Rev. Joseph Cooke (1775–1811), a Free Christian, was expelled by the Wesleyan Methodists on doctrinal grounds and became the inspiration behind the Methodist Unitarian movement formed under the leadership of another former Wesleyan, Joseph Ashworth.

==Biography==
Joseph Cooke was born near Dudley in the Black Country.

In 1795, Cooke entered the Methodist itinerancy. In 1803 he was appointed to the Wesleyan Methodist Chapel, Union Street, Rochdale, east Lancashire. During his ministry in the mill town he was rebuked by the Conference and transferred to Sunderland.

Whilst in the north-east, his supporters in Rochdale published two of his sermons on justification by faith. Later, during the 1806 Conference, he was expelled from the Wesleyan Methodists for preaching doctrines incompatible with Methodist beliefs. A significant proportion of the Union Street congregation supported their former minister and helped him to establish a brand-new chapel (The Providence Chapel, High Street) in Rochdale. Cooke ministered in the chapel and the surrounding districts until his death in 1811. At the time of Cooke's premature demise there were more than 1,000 'Cookites', organised around 16 'preaching-stations' and served by 18 preachers.

==Methodist Unitarians==
After Cooke's death, Providence Chapel building in Rochdale was sold to a Congregationalist group.

Like many English General Baptists, the Cookites throughout east Lancashire were persuaded by Richard Wright (1765–1836), 'the Unitarian missionary', to make common cause with their liberal Christian counterparts within Unitarianism. In Rochdale, led by James Wilkinson, the Cookites, or 'Methodist Unitarians' as they soon became known, erected a new chapel in Clover Street in 1818. The chapel soon became known locally as the 'Co-op chapel' "because Wilkinson and at least nine of the original co-operators worshipped there". (This Methodist Unitarian link to the early labour movement continued. For example, both James Taylor and James Mills, the Rochdale and the Oldham delegates to the first Chartist convention in 1839, were Methodist Unitarians).

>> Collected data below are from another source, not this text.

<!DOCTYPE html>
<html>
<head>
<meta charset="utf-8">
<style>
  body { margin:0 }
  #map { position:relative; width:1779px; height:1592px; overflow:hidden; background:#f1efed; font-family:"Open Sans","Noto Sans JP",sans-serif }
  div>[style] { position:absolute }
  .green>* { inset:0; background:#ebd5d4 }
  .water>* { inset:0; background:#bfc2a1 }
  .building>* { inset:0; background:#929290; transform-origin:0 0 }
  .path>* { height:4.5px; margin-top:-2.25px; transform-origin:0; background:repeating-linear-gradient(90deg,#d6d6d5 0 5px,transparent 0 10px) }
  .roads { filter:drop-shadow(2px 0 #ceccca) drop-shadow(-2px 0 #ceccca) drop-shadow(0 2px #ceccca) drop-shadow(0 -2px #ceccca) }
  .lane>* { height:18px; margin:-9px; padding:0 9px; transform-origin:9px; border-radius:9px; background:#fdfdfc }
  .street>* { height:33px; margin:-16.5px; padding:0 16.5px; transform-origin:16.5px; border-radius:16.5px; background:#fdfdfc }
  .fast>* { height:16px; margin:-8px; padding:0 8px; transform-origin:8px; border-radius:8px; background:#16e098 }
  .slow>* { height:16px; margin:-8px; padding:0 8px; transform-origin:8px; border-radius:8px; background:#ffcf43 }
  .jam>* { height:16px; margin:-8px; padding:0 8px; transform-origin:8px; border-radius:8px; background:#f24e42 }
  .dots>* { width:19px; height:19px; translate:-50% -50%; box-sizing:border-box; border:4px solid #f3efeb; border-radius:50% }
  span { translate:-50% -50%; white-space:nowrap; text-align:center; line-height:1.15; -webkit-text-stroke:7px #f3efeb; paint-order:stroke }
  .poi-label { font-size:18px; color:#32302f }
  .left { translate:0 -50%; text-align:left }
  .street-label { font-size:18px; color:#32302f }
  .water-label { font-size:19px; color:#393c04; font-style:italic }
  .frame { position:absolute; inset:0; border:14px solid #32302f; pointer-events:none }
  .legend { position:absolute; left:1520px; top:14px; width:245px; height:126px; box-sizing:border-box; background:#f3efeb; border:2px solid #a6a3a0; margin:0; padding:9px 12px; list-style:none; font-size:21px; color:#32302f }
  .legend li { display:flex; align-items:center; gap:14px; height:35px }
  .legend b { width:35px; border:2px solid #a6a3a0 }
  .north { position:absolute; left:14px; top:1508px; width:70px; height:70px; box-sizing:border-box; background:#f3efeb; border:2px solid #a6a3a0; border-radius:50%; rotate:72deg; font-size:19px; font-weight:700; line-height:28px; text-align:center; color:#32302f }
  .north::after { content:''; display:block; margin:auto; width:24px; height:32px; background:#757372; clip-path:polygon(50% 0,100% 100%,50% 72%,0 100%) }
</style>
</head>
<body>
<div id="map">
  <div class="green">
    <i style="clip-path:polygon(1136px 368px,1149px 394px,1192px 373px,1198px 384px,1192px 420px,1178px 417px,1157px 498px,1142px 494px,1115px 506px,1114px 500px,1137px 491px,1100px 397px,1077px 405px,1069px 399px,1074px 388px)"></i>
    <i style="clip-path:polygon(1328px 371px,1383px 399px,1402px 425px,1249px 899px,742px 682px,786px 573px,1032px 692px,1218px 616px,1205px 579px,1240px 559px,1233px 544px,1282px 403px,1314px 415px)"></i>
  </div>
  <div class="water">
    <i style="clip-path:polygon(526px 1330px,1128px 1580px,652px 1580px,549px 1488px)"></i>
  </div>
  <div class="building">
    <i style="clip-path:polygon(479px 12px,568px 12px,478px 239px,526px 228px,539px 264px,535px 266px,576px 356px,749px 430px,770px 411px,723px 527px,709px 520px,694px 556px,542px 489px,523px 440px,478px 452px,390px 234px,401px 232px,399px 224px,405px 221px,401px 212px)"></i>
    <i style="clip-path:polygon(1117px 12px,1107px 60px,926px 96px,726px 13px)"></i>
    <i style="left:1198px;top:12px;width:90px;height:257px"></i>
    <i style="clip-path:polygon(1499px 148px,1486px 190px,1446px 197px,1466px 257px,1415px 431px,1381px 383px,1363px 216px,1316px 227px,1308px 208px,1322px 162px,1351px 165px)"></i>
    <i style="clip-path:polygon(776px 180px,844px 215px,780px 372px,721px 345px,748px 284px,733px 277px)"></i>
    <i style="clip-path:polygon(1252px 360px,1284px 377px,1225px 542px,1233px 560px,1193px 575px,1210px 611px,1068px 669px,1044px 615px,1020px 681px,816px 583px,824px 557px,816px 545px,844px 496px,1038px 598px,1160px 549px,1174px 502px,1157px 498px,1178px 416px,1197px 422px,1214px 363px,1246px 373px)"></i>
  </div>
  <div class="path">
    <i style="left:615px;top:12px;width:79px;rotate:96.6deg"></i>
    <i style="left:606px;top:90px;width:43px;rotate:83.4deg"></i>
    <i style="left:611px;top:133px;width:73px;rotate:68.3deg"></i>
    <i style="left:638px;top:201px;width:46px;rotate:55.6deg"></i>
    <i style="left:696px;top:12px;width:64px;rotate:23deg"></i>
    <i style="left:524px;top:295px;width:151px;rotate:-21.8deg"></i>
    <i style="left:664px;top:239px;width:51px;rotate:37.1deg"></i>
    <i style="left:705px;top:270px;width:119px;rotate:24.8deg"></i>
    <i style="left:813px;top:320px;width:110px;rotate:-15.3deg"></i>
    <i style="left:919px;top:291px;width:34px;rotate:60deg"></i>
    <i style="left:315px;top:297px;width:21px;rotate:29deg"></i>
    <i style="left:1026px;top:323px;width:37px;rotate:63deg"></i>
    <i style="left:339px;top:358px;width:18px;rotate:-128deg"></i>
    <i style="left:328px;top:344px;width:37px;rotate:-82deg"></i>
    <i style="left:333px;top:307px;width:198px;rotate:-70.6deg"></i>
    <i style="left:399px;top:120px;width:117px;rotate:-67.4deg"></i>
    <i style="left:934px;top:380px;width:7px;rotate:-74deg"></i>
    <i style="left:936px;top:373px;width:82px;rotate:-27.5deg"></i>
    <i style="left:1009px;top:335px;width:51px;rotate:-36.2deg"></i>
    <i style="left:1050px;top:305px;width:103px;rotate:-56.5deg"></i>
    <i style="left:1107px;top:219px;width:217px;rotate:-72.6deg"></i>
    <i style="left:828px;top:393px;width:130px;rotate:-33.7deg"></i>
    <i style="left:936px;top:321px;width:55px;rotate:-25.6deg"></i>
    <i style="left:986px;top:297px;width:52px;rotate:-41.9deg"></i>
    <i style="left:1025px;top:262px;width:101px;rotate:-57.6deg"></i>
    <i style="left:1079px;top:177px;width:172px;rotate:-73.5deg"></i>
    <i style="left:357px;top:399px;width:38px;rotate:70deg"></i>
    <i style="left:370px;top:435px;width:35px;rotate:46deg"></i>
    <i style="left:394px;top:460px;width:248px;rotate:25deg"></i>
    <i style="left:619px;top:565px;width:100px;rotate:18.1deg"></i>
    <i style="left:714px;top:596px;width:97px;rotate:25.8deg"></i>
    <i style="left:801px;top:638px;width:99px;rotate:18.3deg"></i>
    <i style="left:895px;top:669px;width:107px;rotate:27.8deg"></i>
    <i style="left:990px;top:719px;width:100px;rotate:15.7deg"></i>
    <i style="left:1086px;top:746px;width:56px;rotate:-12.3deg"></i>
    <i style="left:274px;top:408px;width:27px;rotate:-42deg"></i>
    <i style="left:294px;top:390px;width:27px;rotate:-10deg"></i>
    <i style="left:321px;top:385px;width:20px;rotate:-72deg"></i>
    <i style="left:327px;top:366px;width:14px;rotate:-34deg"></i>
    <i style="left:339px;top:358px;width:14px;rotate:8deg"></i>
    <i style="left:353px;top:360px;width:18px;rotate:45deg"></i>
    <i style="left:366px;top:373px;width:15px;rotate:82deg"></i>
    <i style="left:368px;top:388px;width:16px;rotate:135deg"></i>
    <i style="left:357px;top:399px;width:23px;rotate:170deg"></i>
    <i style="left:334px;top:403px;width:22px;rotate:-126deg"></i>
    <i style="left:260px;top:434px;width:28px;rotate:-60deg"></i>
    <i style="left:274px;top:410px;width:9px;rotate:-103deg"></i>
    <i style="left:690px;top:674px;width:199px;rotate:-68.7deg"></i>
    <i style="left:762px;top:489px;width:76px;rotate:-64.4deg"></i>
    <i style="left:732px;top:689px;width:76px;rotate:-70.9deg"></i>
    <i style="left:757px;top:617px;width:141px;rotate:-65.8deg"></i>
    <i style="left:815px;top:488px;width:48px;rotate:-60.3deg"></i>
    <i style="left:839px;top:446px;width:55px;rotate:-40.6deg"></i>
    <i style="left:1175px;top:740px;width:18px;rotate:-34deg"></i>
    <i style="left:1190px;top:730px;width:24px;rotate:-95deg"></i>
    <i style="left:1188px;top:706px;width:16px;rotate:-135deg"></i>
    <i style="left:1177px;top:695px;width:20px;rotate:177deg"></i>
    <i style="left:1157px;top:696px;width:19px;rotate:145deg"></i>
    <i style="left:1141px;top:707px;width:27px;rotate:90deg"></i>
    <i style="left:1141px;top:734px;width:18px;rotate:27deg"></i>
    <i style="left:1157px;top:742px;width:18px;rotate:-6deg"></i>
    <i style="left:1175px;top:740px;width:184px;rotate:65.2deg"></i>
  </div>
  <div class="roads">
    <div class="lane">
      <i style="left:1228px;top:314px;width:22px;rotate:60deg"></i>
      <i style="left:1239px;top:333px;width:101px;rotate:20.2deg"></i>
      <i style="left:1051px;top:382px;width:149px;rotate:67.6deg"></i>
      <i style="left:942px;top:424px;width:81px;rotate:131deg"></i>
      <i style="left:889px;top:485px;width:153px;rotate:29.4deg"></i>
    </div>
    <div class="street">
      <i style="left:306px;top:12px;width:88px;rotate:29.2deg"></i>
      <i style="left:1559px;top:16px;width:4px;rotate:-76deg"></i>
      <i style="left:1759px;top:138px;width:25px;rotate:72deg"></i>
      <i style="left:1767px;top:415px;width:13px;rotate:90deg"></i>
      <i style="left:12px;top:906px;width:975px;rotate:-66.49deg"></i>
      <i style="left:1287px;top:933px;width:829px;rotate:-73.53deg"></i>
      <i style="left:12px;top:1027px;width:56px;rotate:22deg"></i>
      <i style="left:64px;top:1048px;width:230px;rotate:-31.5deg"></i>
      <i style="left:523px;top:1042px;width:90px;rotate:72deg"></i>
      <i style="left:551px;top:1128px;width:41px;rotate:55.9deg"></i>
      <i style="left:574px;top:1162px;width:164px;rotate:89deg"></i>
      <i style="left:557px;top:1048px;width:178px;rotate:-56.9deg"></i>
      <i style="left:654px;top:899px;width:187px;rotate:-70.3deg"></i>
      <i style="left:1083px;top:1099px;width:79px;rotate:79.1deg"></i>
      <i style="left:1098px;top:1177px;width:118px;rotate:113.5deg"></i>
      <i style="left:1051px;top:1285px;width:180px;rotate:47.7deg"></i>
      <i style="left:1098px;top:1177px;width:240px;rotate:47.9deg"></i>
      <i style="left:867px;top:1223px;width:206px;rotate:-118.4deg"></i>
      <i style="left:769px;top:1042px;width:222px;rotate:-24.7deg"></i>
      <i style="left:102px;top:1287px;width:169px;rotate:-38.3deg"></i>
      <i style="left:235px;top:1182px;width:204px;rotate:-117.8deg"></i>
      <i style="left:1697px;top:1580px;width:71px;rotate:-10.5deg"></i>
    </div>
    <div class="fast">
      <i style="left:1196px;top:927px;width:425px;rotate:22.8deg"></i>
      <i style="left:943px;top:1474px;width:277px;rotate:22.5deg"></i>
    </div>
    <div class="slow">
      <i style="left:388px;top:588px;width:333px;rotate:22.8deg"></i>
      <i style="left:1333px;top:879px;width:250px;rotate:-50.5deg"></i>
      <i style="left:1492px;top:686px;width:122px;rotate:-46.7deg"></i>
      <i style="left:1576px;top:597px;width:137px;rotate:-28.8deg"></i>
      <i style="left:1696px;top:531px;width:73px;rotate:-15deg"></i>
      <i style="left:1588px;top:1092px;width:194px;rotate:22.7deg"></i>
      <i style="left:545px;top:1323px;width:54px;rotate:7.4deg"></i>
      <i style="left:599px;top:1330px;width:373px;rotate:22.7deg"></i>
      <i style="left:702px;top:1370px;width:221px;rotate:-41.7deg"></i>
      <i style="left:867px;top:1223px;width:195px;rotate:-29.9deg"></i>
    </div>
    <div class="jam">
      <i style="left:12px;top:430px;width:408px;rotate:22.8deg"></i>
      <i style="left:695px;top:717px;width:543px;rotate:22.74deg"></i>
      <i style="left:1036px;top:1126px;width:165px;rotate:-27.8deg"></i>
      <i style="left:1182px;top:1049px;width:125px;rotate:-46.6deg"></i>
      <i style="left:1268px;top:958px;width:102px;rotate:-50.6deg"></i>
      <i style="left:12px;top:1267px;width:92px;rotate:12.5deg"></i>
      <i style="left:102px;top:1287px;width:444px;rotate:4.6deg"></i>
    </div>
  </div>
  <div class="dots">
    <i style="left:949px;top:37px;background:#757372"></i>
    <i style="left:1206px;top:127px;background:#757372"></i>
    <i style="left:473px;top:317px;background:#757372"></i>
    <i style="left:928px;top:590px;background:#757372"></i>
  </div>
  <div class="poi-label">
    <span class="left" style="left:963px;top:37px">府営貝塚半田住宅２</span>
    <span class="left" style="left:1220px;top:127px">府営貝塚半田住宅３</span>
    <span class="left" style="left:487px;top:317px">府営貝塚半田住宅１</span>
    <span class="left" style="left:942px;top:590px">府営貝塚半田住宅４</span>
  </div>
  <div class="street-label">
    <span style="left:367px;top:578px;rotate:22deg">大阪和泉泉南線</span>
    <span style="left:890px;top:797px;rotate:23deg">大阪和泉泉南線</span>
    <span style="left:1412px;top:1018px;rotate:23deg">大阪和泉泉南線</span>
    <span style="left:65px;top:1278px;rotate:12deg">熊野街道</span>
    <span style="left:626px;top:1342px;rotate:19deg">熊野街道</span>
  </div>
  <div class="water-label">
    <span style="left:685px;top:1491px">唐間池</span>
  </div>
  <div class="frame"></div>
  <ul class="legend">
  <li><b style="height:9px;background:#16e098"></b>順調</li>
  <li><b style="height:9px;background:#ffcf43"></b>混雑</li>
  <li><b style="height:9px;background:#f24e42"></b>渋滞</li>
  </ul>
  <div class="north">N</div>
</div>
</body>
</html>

In 1890, the Clover Street Chapel congregation merged with the much older (seventeenth century) Unitarian meeting, Blackwater Street, and remains active today as part of the General Assembly of Unitarian and Free Christian Churches.

==Unitarian organizations==
In 1915, the Unitarian Historical Society was founded. It encourages and supports the study of Unitarian history and that of its constituent and related traditions, including the Methodist Unitarian movement inspired by Joseph Cooke.

The Unitarian Christian Association was founded in 1991. One of its aims is to promote Unitarian Christian religion in the congregations of the General Assembly of Unitarian and Free Christian Churches. This is an aim that Cooke himself would have approved of.